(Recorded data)

══════════════════════════════

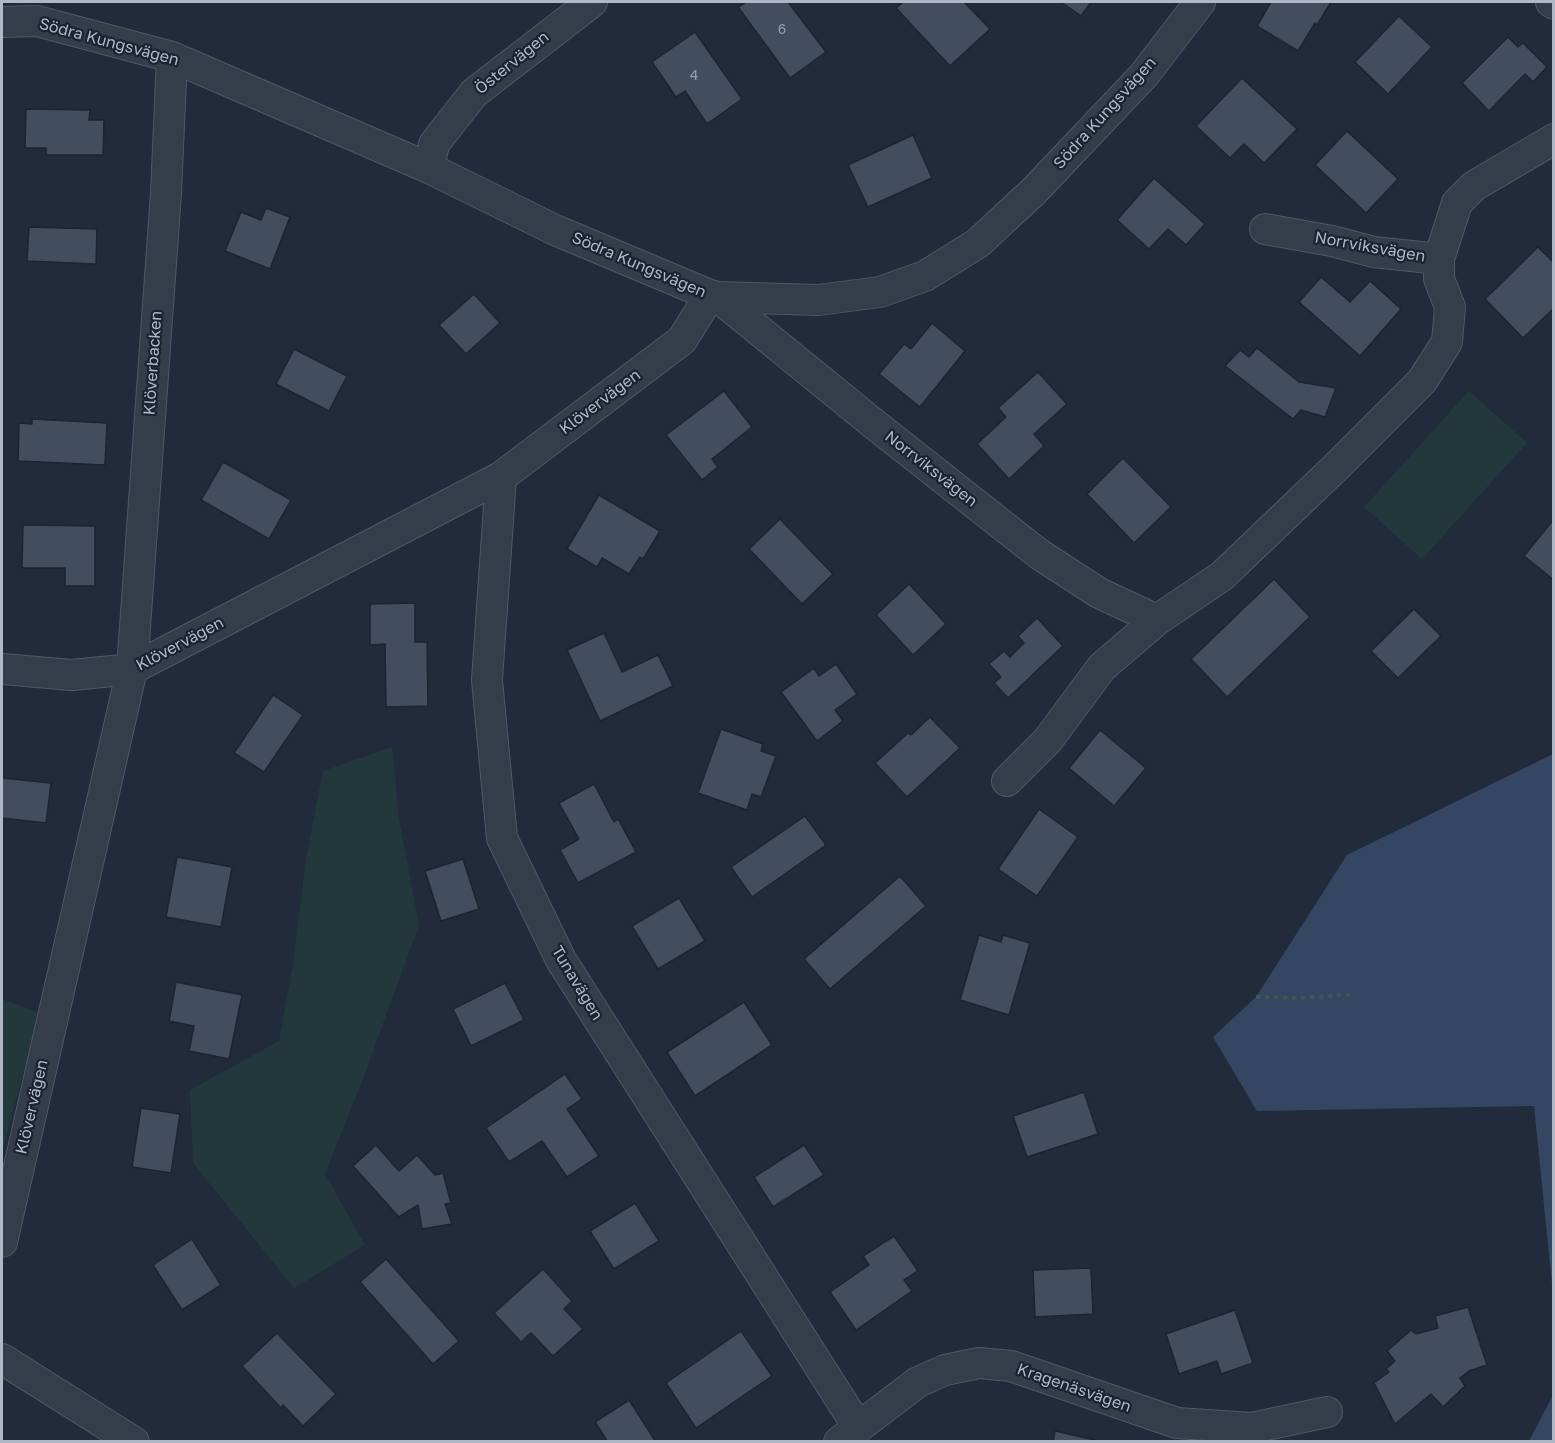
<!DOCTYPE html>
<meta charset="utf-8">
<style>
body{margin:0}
#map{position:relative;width:1555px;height:1443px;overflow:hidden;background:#222b3b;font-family:"Golos Text",sans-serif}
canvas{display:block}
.frame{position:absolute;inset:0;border:3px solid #b0b8c7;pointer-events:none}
</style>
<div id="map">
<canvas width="1555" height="1443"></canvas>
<div class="frame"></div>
</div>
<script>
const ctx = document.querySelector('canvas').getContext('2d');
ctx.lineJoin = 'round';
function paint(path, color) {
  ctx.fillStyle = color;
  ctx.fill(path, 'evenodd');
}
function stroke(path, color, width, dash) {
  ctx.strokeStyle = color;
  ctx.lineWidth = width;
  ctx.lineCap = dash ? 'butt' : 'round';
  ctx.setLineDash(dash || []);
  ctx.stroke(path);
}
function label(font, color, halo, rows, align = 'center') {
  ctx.font = font + ' "Golos Text",sans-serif';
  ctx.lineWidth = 4.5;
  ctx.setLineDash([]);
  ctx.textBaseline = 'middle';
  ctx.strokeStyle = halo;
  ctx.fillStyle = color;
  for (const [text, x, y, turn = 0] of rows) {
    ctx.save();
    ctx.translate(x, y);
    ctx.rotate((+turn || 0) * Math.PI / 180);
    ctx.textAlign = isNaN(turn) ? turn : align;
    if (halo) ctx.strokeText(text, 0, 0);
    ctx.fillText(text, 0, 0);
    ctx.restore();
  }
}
paint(new Path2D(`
 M 1469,391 L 1527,443 L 1422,559 L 1364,507 Z
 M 392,747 L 399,819 L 419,925 L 361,1084 L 325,1174 L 365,1245 L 294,1288 L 193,1163 L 190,1090 L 279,1041 L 293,964 L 306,859 L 323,771 Z
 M 2,999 L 39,1013 L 2,1153 Z`), '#23383c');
paint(new Path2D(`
 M 1553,754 L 1553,1294 L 1534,1106 L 1257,1111 L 1213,1037 L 1256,997 L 1347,855 Z
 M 1553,1395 L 1553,1441 L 1529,1441 Z`), '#354662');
const building = new Path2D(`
 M 746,2 L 788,2 L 826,52 L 790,78 L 738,7 Z
 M 903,2 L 964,2 L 990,29 L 950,66 L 896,8 Z
 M 1061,2 L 1091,2 L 1081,16 Z
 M 1271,2 L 1331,2 L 1317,25 L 1315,23 L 1298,51 L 1257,26 Z
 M 1399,16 L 1432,47 L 1388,94 L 1355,62 Z
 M 695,32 L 742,99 L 707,124 L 685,91 L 676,97 L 652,62 Z
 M 1508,37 L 1518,47 L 1523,43 L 1547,67 L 1533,82 L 1525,74 L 1489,111 L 1462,83 Z
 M 1242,78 L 1297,129 L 1264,163 L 1244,144 L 1230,158 L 1196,126 Z
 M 26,109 L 90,110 L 89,120 L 104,120 L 103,155 L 46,155 L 46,148 L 25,148 Z
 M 1347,131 L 1398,179 L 1366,213 L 1315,165 Z
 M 913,135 L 932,178 L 868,207 L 848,165 Z
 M 1154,178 L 1205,224 L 1186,245 L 1168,229 L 1149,249 L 1117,220 Z
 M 266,208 L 290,217 L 270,269 L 225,251 L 241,212 L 261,220 Z
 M 29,227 L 97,229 L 96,264 L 27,261 Z
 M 1538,247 L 1554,263 L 1554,308 L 1523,338 L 1485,299 Z
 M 1321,277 L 1350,302 L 1370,281 L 1401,309 L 1360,356 L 1299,302 Z
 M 474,294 L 500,323 L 466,354 L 439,325 Z
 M 932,323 L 965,351 L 920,407 L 879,374 L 904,344 L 911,349 Z
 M 1257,348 L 1299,382 L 1336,388 L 1325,417 L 1301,410 L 1293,419 L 1225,366 L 1240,350 L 1249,357 Z
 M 294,349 L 347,376 L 329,411 L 276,384 Z
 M 1038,372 L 1067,404 L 1034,434 L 1044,446 L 1009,479 L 977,444 L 1006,417 L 998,408 Z
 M 724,391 L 752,427 L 712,459 L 718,467 L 702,480 L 666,435 Z
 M 32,419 L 107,423 L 105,465 L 18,461 L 19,423 L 32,424 Z
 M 1123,458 L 1171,507 L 1134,543 L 1087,494 Z
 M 223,462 L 291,500 L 269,539 L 201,500 Z
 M 599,495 L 660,531 L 643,559 L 640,557 L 629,574 L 602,558 L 597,567 L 567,549 Z
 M 780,519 L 833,574 L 802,604 L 749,549 Z
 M 1554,519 L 1554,580 L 1524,556 Z
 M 23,525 L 95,526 L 95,586 L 65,586 L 65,568 L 22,568 Z
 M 1274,579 L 1310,617 L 1227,697 L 1191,659 Z
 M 909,584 L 946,624 L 913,655 L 876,615 Z
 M 415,603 L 415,642 L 427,642 L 428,706 L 386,707 L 385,644 L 370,645 L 370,604 Z
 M 1414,609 L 1441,636 L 1398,678 L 1371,651 Z
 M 1037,618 L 1063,646 L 1008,698 L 994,683 L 1001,677 L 989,664 L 1004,651 L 1010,657 L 1024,643 L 1018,636 Z
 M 604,633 L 622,672 L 658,655 L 673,686 L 600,721 L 567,650 Z
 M 836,664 L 857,694 L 835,710 L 843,721 L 817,741 L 781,692 L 814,668 L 819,676 Z
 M 273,695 L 303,715 L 264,772 L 234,753 Z
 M 930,717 L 960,748 L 907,797 L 875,763 L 908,733 L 911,735 Z
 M 721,729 L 763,744 L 761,751 L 776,756 L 761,797 L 752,794 L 747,810 L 698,793 Z
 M 1100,730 L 1146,768 L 1114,806 L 1069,768 Z
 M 2,778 L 51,783 L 46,823 L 2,818 Z
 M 594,784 L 614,822 L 618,819 L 636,852 L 578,883 L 560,850 L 579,839 L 559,803 Z
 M 1039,809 L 1078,837 L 1037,896 L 998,869 Z
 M 805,816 L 826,845 L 752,897 L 731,867 Z
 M 177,857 L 232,867 L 221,927 L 166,917 Z
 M 463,859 L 479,909 L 441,921 L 425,871 Z
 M 900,876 L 926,906 L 830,989 L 804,959 Z
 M 679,898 L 705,941 L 658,969 L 632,926 Z
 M 979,935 L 1001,942 L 1003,935 L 1030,943 L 1009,1015 L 960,1000 Z
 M 176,982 L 242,995 L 229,1059 L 189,1051 L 194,1026 L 169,1021 Z
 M 505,983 L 524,1020 L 471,1046 L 453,1009 Z
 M 744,1002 L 772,1045 L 695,1096 L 667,1052 Z
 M 565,1074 L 582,1099 L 567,1109 L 599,1156 L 567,1177 L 542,1141 L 509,1162 L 486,1128 Z
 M 1084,1092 L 1098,1134 L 1027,1157 L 1013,1116 Z
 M 141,1108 L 180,1114 L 171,1173 L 132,1167 Z
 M 376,1145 L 399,1171 L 417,1155 L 435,1175 L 443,1173 L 451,1203 L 445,1204 L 452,1224 L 422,1229 L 418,1205 L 399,1217 L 353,1166 Z
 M 804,1145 L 824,1175 L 773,1207 L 754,1177 Z
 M 635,1203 L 659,1241 L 614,1269 L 590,1231 Z
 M 894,1236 L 918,1271 L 904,1280 L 912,1291 L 856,1330 L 830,1292 L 869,1265 L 863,1256 Z
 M 192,1239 L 221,1285 L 182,1310 L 153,1265 Z
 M 386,1259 L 459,1341 L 433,1364 L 360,1282 Z
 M 1091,1268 L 1093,1314 L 1035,1317 L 1033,1270 Z
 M 543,1269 L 572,1301 L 564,1309 L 583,1329 L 553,1356 L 531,1333 L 521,1342 L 494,1313 Z
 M 1468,1307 L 1487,1365 L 1469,1371 L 1460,1378 L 1465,1386 L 1443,1407 L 1431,1394 L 1395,1424 L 1374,1383 L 1389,1372 L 1386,1369 L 1395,1361 L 1387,1351 L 1411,1330 L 1416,1334 L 1438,1328 L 1435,1316 Z
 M 1235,1310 L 1253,1363 L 1221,1374 L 1217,1361 L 1179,1374 L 1166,1334 Z
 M 741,1331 L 772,1376 L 696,1428 L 666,1383 Z
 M 277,1333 L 336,1394 L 303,1426 L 283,1405 L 281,1408 L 242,1366 Z
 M 629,1400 L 656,1442 L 608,1442 L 595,1422 Z
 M 1055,1431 L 1103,1442 L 1053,1442 Z`);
paint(building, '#424e60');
stroke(building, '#1d2432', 1.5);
const minor = new Path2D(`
 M 1551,2 L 1554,4
 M 2,22 L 37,21 L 172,57 L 429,168 L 555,230 L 710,295 L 718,297 L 818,300 L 880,292 L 925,276 L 978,243 L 1034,191 L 1144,75 L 1200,2
 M 429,168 L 434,144 L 474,93 L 592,2
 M 1265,229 L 1332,241 L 1374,252 L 1439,259
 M 718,297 L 874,424 L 1039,554 L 1099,593 L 1157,620 L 1222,576 L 1335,468 L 1422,381 L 1447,342 L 1450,307 L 1439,279 L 1439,259 L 1457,203 L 1474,186 L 1554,139
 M 501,477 L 487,680 L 502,838 L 561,960 L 858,1427
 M 2,669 L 72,675 L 132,669 L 166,193 L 172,57
 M 1007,781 L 1048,740 L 1102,667 L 1157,620
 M 2,1242 L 132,669 L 501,477 L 682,340 L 710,295
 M 2,1359 L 134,1442
 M 839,1442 L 918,1382 L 945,1370 L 979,1363 L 1011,1366 L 1177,1423 L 1252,1428 L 1327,1412`);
stroke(minor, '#505866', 32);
stroke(new Path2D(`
 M 1256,997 L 1300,998 L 1355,994`), '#415559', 4, [4.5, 4.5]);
stroke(minor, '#353d4b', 30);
label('14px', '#949ead', null, [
 ["6",782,30],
 ["4",694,76]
]);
label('16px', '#b0b8c7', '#1b2230', [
 ["Södra Kungsvägen",109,42,15],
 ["Östervägen",512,63,-39],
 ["Södra Kungsvägen",1105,113,-48],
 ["Norrviksvägen",1370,247,10],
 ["Södra Kungsvägen",639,265,23],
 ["Klöverbacken",153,363,-86],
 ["Klövervägen",600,402,-37],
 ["Norrviksvägen",931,469,38],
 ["Klövervägen",180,644,-28],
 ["Tunavägen",577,983,59],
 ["Klövervägen",32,1107,-77],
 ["Kragenäsvägen",1074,1388,19]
]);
</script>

══════════════════════════════

**What to do**
Take the line above containing "function paint(path, color)", the line containing "ctx.strokeStyle = halo;", and all lines in between, and copy them exactly without anything else.

**Answer box**
function paint(path, color) {
  ctx.fillStyle = color;
  ctx.fill(path, 'evenodd');
}
function stroke(path, color, width, dash) {
  ctx.strokeStyle = color;
  ctx.lineWidth = width;
  ctx.lineCap = dash ? 'butt' : 'round';
  ctx.setLineDash(dash || []);
  ctx.stroke(path);
}
function label(font, color, halo, rows, align = 'center') {
  ctx.font = font + ' "Golos Text",sans-serif';
  ctx.lineWidth = 4.5;
  ctx.setLineDash([]);
  ctx.textBaseline = 'middle';
  ctx.strokeStyle = halo;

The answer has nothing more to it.